Stored data entries:

[Start of section]

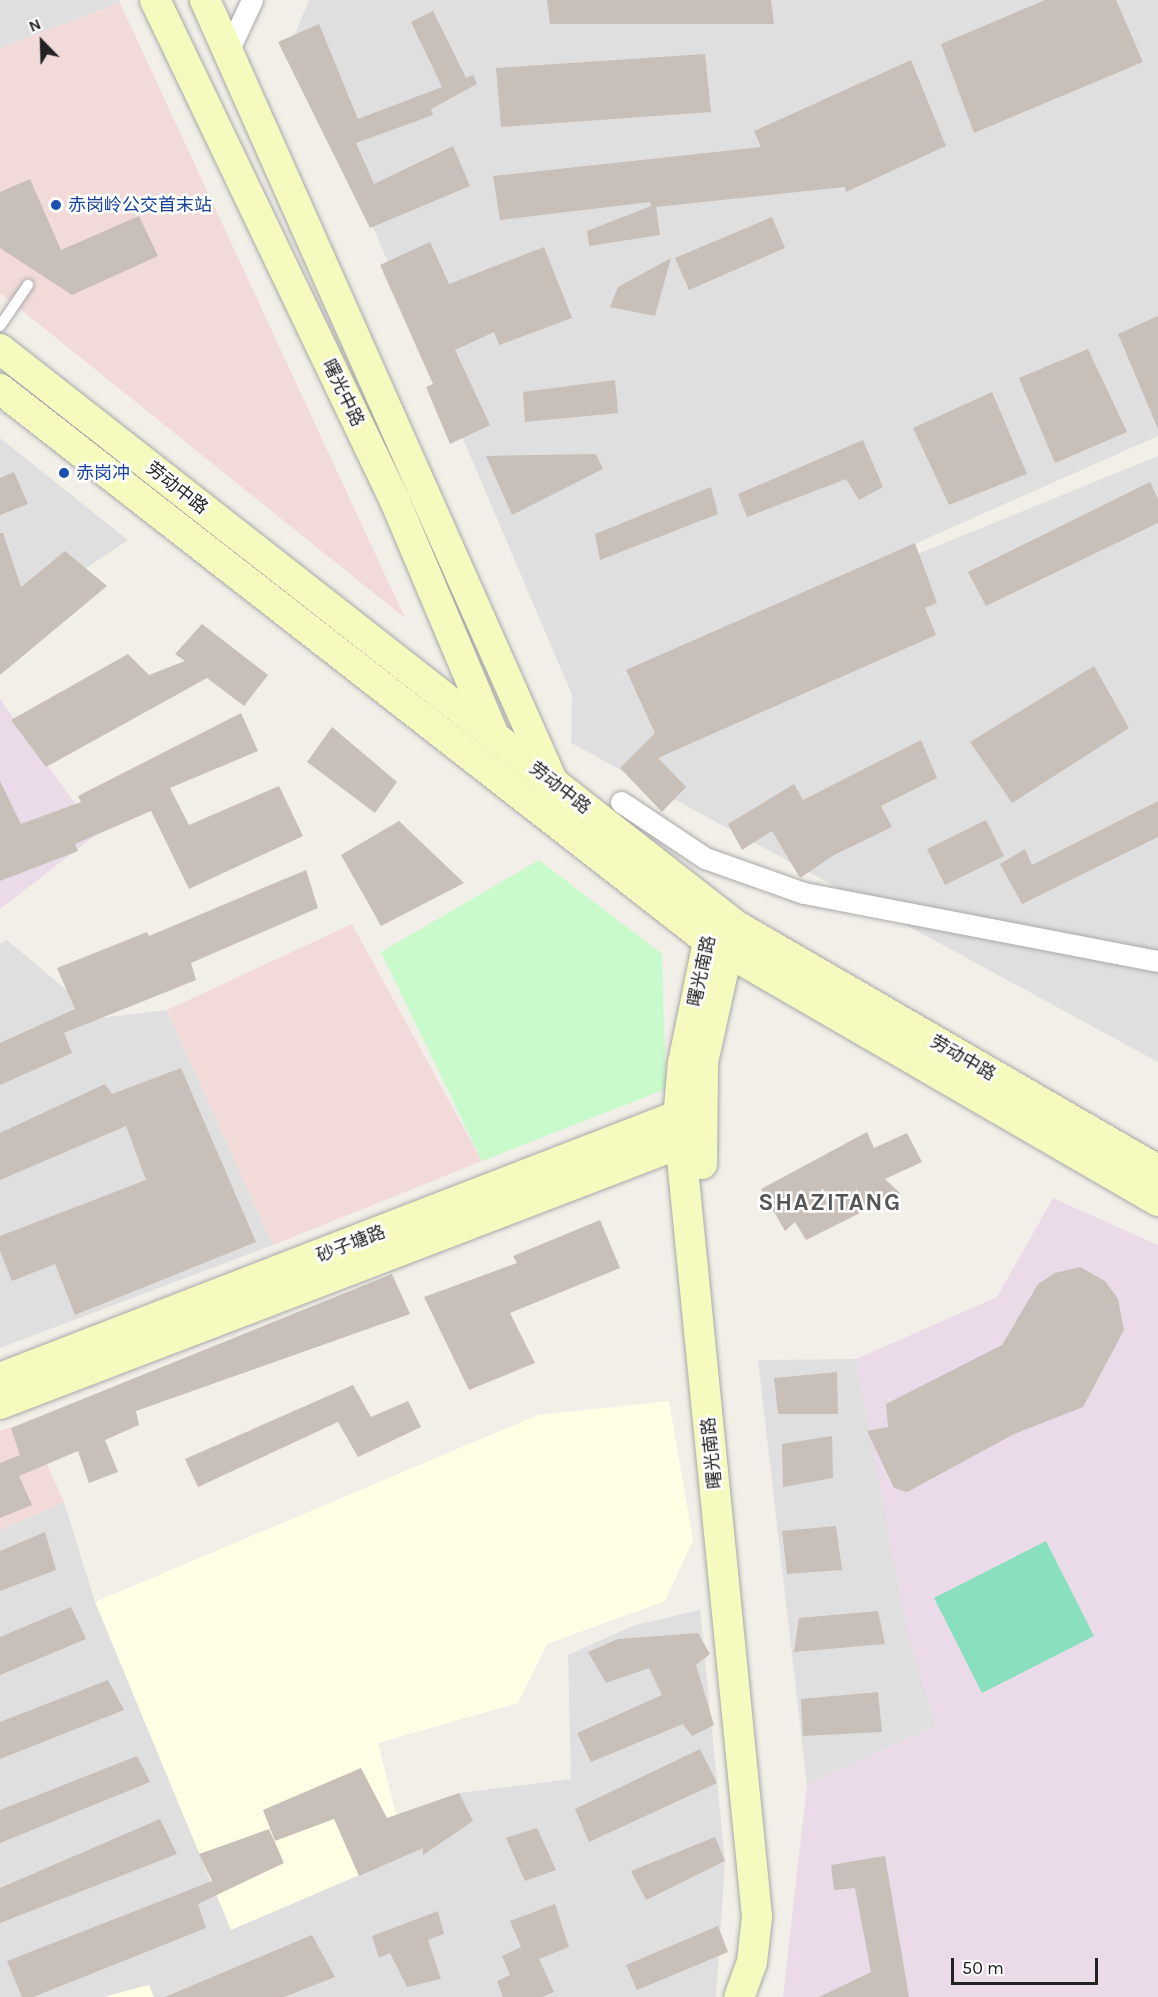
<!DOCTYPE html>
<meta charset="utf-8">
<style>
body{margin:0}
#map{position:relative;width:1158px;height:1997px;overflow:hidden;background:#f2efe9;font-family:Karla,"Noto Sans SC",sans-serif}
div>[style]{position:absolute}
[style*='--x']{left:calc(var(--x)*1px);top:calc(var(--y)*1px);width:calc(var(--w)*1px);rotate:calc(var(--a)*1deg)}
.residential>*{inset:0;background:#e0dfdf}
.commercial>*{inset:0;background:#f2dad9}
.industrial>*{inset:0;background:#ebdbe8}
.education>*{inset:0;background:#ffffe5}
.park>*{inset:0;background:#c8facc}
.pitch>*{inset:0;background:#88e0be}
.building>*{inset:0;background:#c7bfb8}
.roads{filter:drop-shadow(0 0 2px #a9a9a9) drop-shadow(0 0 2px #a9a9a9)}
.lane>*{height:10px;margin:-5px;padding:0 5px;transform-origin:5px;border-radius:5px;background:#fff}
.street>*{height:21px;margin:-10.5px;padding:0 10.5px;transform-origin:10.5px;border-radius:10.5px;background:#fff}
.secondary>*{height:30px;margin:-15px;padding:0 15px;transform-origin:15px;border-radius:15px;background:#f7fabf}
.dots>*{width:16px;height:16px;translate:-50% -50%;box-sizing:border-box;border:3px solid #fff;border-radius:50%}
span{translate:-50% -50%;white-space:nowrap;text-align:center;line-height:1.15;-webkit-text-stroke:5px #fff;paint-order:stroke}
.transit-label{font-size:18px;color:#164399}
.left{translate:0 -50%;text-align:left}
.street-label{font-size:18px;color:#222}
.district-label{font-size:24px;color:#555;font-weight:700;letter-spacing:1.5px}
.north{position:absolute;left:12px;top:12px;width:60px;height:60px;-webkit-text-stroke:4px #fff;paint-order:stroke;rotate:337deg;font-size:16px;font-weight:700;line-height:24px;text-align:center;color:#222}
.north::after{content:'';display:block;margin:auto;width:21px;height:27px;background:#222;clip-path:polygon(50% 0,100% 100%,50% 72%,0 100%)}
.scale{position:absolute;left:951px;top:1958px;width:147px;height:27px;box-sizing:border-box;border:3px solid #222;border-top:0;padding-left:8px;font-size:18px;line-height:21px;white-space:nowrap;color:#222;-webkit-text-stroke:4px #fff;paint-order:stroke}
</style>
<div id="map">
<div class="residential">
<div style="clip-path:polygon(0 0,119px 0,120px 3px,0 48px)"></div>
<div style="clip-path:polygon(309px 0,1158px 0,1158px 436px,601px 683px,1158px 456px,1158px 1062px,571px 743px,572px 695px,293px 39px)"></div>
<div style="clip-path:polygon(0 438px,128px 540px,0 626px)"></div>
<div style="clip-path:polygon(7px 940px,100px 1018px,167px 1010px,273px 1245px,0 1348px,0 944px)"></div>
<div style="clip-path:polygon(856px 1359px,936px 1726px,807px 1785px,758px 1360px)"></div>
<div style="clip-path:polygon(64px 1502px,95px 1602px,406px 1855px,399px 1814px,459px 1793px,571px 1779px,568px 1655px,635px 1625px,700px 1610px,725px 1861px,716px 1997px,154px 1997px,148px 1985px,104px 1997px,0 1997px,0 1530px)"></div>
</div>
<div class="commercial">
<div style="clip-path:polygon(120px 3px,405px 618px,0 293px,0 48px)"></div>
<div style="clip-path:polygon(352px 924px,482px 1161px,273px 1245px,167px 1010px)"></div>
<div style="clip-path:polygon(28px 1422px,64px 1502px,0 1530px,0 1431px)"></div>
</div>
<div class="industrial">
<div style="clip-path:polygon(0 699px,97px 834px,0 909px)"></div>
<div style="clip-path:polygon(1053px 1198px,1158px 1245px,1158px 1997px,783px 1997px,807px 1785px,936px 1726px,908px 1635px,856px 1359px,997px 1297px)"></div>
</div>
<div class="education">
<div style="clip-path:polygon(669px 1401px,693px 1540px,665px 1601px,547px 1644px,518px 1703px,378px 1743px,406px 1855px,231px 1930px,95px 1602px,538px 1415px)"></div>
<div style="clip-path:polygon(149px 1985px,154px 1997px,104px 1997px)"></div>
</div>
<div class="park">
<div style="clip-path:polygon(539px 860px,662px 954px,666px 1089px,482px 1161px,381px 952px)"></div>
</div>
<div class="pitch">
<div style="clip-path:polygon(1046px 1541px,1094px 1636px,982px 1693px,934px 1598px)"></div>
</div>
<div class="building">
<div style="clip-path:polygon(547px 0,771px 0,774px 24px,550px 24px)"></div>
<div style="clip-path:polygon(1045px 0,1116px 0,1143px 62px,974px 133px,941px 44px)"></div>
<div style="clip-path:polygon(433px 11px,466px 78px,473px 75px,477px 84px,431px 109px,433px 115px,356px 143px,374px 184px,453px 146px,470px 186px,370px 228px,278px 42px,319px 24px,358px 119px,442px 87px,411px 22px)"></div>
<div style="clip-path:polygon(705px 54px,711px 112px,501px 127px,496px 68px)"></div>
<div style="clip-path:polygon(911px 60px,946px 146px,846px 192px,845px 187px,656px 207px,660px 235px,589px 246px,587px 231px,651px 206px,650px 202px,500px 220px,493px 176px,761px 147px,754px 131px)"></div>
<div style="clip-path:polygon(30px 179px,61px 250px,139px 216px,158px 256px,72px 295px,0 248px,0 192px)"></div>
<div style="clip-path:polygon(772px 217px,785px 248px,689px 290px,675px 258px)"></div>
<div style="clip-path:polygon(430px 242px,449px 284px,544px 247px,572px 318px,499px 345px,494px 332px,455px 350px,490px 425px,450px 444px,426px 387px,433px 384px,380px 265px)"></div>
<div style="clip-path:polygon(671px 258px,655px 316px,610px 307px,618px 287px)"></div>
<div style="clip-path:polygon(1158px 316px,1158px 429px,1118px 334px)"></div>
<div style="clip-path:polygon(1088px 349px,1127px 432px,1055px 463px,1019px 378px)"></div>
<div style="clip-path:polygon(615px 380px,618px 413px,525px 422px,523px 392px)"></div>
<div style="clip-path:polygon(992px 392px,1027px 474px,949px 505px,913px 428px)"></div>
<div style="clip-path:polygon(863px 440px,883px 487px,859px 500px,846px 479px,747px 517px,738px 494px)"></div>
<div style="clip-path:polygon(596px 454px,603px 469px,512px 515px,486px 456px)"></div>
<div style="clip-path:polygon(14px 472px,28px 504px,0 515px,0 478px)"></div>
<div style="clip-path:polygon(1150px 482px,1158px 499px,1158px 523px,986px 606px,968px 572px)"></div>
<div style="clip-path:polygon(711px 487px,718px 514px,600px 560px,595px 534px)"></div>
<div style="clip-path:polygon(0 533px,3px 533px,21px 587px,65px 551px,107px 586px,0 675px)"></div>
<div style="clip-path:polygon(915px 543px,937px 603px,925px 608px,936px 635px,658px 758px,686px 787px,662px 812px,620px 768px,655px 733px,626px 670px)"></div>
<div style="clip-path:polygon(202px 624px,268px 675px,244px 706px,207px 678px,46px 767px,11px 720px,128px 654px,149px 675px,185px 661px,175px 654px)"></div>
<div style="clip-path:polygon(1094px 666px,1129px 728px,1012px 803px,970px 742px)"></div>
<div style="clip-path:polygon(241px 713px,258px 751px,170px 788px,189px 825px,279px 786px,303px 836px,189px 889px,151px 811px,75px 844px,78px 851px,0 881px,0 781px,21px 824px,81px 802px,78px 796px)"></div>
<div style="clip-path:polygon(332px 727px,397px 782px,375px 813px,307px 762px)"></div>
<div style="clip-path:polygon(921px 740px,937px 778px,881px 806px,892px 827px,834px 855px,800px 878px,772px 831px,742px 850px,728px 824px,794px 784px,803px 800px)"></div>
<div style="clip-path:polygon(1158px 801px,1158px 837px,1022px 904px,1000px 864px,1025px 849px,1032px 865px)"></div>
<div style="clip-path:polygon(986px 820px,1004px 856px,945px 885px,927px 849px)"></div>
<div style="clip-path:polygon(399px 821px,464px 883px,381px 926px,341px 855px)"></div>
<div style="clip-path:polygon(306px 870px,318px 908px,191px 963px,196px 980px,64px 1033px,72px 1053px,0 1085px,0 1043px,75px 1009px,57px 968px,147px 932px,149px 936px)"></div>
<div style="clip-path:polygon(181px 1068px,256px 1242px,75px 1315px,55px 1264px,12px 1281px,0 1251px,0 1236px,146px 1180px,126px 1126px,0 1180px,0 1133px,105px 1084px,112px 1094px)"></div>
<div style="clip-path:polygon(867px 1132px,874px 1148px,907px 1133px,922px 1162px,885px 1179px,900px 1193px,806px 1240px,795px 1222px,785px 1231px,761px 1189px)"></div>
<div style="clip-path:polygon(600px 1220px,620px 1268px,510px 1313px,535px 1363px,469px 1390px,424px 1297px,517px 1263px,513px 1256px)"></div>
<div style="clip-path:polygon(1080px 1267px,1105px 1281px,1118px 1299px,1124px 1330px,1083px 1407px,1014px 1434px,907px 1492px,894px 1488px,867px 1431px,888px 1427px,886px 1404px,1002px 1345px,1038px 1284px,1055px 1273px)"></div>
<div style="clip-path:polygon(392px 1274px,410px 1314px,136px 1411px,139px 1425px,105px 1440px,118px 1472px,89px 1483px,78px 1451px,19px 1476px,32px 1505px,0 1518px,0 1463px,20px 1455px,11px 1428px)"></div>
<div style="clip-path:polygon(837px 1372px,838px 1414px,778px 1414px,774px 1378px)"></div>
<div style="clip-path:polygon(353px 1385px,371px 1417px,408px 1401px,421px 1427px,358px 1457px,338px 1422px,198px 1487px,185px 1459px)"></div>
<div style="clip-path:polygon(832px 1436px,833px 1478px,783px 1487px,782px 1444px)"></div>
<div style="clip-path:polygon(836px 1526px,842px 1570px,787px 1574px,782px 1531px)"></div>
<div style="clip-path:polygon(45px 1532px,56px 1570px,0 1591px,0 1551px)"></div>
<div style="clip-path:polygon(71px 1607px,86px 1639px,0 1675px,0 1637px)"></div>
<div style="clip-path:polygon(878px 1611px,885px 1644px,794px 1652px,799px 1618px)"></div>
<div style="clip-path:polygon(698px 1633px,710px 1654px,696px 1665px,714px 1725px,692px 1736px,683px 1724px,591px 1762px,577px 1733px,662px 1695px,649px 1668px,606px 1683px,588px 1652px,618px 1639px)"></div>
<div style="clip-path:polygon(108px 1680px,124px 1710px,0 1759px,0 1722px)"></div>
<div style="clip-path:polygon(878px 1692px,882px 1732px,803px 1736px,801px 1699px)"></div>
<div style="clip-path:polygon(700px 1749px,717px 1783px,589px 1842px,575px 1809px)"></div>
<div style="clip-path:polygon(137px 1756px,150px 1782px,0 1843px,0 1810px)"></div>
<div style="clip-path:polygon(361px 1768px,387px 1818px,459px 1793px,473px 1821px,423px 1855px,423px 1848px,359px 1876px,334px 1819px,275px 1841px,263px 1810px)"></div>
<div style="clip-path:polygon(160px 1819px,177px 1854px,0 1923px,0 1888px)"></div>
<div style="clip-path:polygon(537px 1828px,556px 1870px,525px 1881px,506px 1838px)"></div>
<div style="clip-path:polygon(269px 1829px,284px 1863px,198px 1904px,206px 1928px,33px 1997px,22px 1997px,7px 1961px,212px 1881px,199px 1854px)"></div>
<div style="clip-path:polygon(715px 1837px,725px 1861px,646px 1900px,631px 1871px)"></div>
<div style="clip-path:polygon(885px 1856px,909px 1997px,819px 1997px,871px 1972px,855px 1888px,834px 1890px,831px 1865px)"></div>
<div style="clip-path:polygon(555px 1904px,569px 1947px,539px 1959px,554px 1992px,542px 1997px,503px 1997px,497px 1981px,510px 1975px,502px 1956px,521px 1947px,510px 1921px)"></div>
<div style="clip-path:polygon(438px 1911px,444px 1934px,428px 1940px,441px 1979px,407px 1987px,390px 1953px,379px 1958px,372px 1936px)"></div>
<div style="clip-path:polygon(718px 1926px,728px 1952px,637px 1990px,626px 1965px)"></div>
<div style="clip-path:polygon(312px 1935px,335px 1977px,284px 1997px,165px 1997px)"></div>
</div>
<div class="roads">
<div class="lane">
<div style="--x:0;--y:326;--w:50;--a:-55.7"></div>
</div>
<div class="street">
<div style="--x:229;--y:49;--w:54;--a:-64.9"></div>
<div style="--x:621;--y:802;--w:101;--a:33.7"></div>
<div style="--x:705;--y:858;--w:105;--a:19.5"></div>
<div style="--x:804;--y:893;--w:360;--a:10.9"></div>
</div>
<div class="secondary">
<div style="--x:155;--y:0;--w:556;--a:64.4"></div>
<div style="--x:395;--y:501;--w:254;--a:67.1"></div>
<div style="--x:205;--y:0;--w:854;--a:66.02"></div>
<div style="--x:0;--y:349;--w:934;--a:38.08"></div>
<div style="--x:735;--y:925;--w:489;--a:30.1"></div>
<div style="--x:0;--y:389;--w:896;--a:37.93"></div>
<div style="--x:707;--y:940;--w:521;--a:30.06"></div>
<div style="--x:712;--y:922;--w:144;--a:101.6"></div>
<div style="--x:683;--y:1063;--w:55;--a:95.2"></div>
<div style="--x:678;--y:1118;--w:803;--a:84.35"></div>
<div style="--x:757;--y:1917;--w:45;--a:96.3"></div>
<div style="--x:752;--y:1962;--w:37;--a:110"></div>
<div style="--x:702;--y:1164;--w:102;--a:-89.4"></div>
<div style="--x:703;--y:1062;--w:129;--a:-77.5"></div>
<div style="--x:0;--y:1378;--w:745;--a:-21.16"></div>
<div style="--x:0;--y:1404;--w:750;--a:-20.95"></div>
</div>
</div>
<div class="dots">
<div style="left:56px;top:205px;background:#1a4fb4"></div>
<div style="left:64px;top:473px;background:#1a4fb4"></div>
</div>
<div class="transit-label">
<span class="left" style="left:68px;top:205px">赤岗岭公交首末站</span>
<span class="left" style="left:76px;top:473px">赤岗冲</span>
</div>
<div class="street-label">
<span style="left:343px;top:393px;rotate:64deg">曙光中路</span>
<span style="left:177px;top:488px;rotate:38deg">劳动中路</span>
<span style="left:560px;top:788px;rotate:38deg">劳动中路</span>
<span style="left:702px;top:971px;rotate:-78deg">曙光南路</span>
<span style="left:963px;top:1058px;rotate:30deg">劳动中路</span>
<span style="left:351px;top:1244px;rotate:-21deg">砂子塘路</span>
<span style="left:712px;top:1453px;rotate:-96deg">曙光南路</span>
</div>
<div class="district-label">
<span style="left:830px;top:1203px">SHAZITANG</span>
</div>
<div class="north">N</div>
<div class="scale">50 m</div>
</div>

[End of section]

WHAT YOU HAVE TO DO — Take from the entries every line that has the string "lane".

THE ANSWER —
.lane>*{height:10px;margin:-5px;padding:0 5px;transform-origin:5px;border-radius:5px;background:#fff}
<div class="lane">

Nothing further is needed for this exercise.